Exercise directions:
Each entry must be reproduced precisely as it stands.

Stored items
════════════════

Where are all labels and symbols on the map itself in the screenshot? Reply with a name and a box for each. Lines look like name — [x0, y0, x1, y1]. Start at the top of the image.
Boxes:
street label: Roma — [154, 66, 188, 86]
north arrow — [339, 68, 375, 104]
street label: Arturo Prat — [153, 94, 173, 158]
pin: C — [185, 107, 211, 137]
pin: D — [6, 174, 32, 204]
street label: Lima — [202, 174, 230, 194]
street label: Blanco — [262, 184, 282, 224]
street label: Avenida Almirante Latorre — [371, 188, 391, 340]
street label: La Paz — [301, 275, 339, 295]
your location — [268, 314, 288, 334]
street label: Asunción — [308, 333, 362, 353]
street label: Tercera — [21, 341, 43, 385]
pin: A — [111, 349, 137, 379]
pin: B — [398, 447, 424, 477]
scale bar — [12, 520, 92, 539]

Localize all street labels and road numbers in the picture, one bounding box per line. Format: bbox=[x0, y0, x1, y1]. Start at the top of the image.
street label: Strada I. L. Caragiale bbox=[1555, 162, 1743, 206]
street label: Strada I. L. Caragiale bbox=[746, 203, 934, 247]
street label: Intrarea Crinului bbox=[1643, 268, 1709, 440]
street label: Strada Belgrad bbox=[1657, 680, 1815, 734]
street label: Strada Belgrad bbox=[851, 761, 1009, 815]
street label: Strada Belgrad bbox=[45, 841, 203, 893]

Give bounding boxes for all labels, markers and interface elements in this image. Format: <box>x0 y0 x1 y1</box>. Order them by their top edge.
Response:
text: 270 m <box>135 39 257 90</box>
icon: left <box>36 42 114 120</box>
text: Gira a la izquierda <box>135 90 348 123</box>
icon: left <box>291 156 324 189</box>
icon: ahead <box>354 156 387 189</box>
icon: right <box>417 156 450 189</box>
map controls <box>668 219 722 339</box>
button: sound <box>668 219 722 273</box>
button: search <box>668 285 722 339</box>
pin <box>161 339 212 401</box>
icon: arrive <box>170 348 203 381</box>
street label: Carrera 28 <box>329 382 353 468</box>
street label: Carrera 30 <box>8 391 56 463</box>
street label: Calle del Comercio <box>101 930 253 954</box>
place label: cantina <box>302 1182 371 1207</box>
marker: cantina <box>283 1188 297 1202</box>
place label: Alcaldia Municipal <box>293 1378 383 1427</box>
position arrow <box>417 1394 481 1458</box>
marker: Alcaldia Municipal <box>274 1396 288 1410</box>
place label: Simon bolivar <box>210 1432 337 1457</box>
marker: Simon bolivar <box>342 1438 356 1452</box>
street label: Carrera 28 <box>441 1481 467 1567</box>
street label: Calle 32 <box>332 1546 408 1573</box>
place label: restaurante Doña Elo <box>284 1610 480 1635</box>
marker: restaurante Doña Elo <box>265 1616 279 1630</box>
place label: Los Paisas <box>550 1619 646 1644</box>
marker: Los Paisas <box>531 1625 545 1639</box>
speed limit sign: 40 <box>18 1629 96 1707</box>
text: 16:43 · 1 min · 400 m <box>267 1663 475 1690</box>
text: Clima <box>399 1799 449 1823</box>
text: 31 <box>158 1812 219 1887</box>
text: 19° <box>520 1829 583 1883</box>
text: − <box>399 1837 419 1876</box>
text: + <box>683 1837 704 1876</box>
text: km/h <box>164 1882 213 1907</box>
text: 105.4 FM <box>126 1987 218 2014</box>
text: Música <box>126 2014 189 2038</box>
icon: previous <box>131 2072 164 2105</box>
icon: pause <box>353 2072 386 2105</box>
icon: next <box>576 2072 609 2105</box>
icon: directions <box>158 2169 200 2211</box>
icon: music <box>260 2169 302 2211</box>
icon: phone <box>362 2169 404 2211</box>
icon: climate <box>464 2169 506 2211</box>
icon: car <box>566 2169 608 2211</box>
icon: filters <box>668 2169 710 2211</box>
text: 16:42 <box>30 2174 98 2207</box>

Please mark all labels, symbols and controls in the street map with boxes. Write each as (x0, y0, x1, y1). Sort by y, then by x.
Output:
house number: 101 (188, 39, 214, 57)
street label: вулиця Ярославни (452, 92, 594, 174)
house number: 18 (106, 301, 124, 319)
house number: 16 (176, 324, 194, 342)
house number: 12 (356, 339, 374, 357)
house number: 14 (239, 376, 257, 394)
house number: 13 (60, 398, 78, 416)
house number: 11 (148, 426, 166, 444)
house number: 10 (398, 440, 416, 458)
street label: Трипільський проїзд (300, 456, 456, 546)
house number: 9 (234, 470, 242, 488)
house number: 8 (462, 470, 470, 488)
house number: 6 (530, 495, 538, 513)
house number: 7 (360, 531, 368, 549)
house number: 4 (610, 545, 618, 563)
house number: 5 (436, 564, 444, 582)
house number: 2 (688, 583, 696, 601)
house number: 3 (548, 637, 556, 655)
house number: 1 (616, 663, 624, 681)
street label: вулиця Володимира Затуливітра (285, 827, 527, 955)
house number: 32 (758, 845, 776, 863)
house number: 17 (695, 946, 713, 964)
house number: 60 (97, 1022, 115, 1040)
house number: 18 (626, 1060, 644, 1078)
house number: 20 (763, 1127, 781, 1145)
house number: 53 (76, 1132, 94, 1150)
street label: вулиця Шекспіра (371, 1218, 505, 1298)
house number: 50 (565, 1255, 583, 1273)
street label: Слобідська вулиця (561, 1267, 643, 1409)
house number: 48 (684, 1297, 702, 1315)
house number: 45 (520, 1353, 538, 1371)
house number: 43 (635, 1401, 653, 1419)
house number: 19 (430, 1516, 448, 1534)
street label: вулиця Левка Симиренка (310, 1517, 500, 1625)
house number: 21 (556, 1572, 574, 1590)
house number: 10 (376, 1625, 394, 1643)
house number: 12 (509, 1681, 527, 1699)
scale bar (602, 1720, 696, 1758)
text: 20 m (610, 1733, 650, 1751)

════════════════

Task answer:
Where are all labels and symbols on the map itself in the screenshot? Reply with a name and a box for each. Lines look like name — [x0, y0, x1, y1]. Start at the top of the image.
Boxes:
street label: Roma — [154, 66, 188, 86]
north arrow — [339, 68, 375, 104]
street label: Arturo Prat — [153, 94, 173, 158]
pin: C — [185, 107, 211, 137]
pin: D — [6, 174, 32, 204]
street label: Lima — [202, 174, 230, 194]
street label: Blanco — [262, 184, 282, 224]
street label: Avenida Almirante Latorre — [371, 188, 391, 340]
street label: La Paz — [301, 275, 339, 295]
your location — [268, 314, 288, 334]
street label: Asunción — [308, 333, 362, 353]
street label: Tercera — [21, 341, 43, 385]
pin: A — [111, 349, 137, 379]
pin: B — [398, 447, 424, 477]
scale bar — [12, 520, 92, 539]

Localize all street labels and road numbers in the picture, one bounding box per line. Format: bbox=[x0, y0, x1, y1]. Start at the top of the image.
street label: Strada I. L. Caragiale bbox=[1555, 162, 1743, 206]
street label: Strada I. L. Caragiale bbox=[746, 203, 934, 247]
street label: Intrarea Crinului bbox=[1643, 268, 1709, 440]
street label: Strada Belgrad bbox=[1657, 680, 1815, 734]
street label: Strada Belgrad bbox=[851, 761, 1009, 815]
street label: Strada Belgrad bbox=[45, 841, 203, 893]

Give bounding boxes for all labels, markers and interface elements in this image. Format: <box>x0 y0 x1 y1</box>. Order them by their top edge.
Response:
text: 270 m <box>135 39 257 90</box>
icon: left <box>36 42 114 120</box>
text: Gira a la izquierda <box>135 90 348 123</box>
icon: left <box>291 156 324 189</box>
icon: ahead <box>354 156 387 189</box>
icon: right <box>417 156 450 189</box>
map controls <box>668 219 722 339</box>
button: sound <box>668 219 722 273</box>
button: search <box>668 285 722 339</box>
pin <box>161 339 212 401</box>
icon: arrive <box>170 348 203 381</box>
street label: Carrera 28 <box>329 382 353 468</box>
street label: Carrera 30 <box>8 391 56 463</box>
street label: Calle del Comercio <box>101 930 253 954</box>
place label: cantina <box>302 1182 371 1207</box>
marker: cantina <box>283 1188 297 1202</box>
place label: Alcaldia Municipal <box>293 1378 383 1427</box>
position arrow <box>417 1394 481 1458</box>
marker: Alcaldia Municipal <box>274 1396 288 1410</box>
place label: Simon bolivar <box>210 1432 337 1457</box>
marker: Simon bolivar <box>342 1438 356 1452</box>
street label: Carrera 28 <box>441 1481 467 1567</box>
street label: Calle 32 <box>332 1546 408 1573</box>
place label: restaurante Doña Elo <box>284 1610 480 1635</box>
marker: restaurante Doña Elo <box>265 1616 279 1630</box>
place label: Los Paisas <box>550 1619 646 1644</box>
marker: Los Paisas <box>531 1625 545 1639</box>
speed limit sign: 40 <box>18 1629 96 1707</box>
text: 16:43 · 1 min · 400 m <box>267 1663 475 1690</box>
text: Clima <box>399 1799 449 1823</box>
text: 31 <box>158 1812 219 1887</box>
text: 19° <box>520 1829 583 1883</box>
text: − <box>399 1837 419 1876</box>
text: + <box>683 1837 704 1876</box>
text: km/h <box>164 1882 213 1907</box>
text: 105.4 FM <box>126 1987 218 2014</box>
text: Música <box>126 2014 189 2038</box>
icon: previous <box>131 2072 164 2105</box>
icon: pause <box>353 2072 386 2105</box>
icon: next <box>576 2072 609 2105</box>
icon: directions <box>158 2169 200 2211</box>
icon: music <box>260 2169 302 2211</box>
icon: phone <box>362 2169 404 2211</box>
icon: climate <box>464 2169 506 2211</box>
icon: car <box>566 2169 608 2211</box>
icon: filters <box>668 2169 710 2211</box>
text: 16:42 <box>30 2174 98 2207</box>

Please mark all labels, symbols and controls in the street map with boxes. Write each as (x0, y0, x1, y1). Sort by y, then by x.
Output:
house number: 101 (188, 39, 214, 57)
street label: вулиця Ярославни (452, 92, 594, 174)
house number: 18 (106, 301, 124, 319)
house number: 16 (176, 324, 194, 342)
house number: 12 (356, 339, 374, 357)
house number: 14 (239, 376, 257, 394)
house number: 13 (60, 398, 78, 416)
house number: 11 (148, 426, 166, 444)
house number: 10 (398, 440, 416, 458)
street label: Трипільський проїзд (300, 456, 456, 546)
house number: 9 (234, 470, 242, 488)
house number: 8 (462, 470, 470, 488)
house number: 6 (530, 495, 538, 513)
house number: 7 (360, 531, 368, 549)
house number: 4 (610, 545, 618, 563)
house number: 5 (436, 564, 444, 582)
house number: 2 (688, 583, 696, 601)
house number: 3 (548, 637, 556, 655)
house number: 1 (616, 663, 624, 681)
street label: вулиця Володимира Затуливітра (285, 827, 527, 955)
house number: 32 (758, 845, 776, 863)
house number: 17 (695, 946, 713, 964)
house number: 60 (97, 1022, 115, 1040)
house number: 18 (626, 1060, 644, 1078)
house number: 20 (763, 1127, 781, 1145)
house number: 53 (76, 1132, 94, 1150)
street label: вулиця Шекспіра (371, 1218, 505, 1298)
house number: 50 (565, 1255, 583, 1273)
street label: Слобідська вулиця (561, 1267, 643, 1409)
house number: 48 (684, 1297, 702, 1315)
house number: 45 (520, 1353, 538, 1371)
house number: 43 (635, 1401, 653, 1419)
house number: 19 (430, 1516, 448, 1534)
street label: вулиця Левка Симиренка (310, 1517, 500, 1625)
house number: 21 (556, 1572, 574, 1590)
house number: 10 (376, 1625, 394, 1643)
house number: 12 (509, 1681, 527, 1699)
scale bar (602, 1720, 696, 1758)
text: 20 m (610, 1733, 650, 1751)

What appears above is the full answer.